/---

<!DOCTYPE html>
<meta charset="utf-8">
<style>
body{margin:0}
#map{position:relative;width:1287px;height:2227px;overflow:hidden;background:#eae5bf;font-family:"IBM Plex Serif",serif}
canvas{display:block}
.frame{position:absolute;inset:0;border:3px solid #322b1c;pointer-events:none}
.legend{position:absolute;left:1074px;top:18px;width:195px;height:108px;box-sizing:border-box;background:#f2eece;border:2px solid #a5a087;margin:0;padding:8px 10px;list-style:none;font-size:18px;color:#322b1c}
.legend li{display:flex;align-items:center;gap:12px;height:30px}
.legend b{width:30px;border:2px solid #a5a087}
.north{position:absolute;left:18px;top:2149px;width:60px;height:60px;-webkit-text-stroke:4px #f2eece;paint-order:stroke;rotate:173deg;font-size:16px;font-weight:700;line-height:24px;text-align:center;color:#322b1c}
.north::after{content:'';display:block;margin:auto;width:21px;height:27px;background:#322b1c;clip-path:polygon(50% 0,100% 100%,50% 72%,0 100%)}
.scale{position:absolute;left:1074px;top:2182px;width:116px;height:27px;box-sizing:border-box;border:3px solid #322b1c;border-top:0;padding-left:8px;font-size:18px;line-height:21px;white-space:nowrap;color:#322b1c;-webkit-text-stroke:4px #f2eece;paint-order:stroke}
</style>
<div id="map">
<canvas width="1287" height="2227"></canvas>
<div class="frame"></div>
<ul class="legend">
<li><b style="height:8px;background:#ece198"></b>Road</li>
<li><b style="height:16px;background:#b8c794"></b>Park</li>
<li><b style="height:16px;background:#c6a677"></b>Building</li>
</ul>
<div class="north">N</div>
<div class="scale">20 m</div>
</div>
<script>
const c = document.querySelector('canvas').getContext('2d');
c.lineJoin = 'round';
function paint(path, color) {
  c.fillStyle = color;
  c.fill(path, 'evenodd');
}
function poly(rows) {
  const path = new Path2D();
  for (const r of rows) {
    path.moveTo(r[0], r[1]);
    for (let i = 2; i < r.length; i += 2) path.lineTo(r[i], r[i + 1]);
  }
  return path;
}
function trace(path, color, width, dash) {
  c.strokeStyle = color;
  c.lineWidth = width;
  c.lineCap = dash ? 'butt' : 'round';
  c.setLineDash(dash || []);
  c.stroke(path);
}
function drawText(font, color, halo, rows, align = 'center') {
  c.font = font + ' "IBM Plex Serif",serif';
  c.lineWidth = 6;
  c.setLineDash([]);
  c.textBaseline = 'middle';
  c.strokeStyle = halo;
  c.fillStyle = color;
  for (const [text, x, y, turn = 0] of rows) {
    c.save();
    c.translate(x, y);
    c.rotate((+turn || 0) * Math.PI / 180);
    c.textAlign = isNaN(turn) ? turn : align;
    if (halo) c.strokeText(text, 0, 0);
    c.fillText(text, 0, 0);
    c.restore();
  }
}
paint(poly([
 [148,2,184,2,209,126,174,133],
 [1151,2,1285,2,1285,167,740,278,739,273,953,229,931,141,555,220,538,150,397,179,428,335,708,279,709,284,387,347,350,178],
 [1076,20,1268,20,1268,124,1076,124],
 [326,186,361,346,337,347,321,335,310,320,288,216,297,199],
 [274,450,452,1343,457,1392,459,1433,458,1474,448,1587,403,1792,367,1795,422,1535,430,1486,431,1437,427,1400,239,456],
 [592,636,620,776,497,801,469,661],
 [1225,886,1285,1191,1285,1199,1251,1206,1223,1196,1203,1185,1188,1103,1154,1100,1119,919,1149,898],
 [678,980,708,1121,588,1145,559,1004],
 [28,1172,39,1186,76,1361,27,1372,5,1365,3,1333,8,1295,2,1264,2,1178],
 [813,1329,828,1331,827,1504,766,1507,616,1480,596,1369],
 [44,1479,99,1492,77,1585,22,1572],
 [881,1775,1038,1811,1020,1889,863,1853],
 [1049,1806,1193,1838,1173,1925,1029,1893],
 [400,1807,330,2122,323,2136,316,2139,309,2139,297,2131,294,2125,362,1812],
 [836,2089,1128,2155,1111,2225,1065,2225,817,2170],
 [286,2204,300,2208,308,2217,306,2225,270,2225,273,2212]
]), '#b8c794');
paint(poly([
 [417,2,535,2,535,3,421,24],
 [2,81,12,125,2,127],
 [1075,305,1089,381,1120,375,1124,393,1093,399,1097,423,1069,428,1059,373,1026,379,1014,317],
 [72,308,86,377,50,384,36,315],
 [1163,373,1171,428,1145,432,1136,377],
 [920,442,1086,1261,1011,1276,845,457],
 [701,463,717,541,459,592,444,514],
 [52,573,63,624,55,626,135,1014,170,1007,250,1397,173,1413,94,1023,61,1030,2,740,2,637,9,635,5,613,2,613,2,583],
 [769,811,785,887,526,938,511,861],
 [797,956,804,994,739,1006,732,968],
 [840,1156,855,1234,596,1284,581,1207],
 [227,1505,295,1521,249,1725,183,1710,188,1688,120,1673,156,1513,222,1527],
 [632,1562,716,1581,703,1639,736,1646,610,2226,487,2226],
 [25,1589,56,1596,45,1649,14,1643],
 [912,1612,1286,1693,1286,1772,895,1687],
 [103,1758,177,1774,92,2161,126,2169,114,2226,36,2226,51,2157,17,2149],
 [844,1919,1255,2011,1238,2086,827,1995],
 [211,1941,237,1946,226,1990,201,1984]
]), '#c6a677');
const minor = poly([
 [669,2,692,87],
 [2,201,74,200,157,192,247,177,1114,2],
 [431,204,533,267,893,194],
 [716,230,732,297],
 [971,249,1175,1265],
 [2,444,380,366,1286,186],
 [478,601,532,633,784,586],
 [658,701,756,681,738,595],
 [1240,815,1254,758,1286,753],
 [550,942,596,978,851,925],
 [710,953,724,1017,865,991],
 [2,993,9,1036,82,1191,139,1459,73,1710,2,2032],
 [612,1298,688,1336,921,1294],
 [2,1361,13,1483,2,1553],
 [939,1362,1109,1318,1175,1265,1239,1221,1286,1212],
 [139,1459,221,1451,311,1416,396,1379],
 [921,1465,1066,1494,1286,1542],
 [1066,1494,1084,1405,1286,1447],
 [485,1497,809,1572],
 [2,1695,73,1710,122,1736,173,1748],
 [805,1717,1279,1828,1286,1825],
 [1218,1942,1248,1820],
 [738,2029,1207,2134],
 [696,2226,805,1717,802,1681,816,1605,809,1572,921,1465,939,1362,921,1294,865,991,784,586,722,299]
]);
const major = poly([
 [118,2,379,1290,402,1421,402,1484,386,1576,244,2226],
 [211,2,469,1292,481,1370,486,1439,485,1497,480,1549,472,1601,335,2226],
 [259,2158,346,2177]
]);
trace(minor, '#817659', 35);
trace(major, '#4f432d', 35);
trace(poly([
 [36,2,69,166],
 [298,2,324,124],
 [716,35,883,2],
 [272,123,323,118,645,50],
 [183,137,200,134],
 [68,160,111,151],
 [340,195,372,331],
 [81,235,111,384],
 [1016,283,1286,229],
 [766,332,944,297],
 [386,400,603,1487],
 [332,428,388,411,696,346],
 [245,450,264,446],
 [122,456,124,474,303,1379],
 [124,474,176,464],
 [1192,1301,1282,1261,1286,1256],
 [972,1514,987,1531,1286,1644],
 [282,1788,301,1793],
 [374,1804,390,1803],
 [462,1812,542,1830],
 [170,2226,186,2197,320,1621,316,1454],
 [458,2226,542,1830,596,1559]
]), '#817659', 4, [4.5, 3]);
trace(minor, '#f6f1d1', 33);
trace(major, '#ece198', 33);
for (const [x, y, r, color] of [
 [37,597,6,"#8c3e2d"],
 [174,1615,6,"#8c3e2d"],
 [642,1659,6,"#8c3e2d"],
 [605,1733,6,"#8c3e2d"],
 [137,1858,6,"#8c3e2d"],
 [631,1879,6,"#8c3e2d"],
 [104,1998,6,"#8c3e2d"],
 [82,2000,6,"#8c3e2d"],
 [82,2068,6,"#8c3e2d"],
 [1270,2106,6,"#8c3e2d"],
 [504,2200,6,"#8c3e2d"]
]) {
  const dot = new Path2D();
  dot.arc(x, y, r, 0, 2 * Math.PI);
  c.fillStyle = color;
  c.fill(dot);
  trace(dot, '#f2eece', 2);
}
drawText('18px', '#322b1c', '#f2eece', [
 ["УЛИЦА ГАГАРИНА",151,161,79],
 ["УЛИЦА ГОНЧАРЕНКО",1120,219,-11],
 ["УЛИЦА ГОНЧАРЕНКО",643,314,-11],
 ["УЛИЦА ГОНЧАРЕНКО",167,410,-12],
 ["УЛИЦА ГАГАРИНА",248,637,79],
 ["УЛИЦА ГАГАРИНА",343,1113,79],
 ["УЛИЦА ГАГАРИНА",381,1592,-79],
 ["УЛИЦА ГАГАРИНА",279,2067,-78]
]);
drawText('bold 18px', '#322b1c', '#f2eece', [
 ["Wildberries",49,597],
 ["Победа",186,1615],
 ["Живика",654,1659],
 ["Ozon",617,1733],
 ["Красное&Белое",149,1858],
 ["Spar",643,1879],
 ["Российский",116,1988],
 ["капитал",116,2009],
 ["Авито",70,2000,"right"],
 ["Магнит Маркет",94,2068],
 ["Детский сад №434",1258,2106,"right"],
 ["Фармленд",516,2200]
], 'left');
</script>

\---

▶ [Description of the task]
Reproduce exactly the stretch of the material above that starts at the line with "dot.arc(x, y, r, 0, 2 * Math.PI);" and ends at the line with "trace(dot, '#f2eece', 2);", both included, and nothing else.

▶ [The answer]
  dot.arc(x, y, r, 0, 2 * Math.PI);
  c.fillStyle = color;
  c.fill(dot);
  trace(dot, '#f2eece', 2);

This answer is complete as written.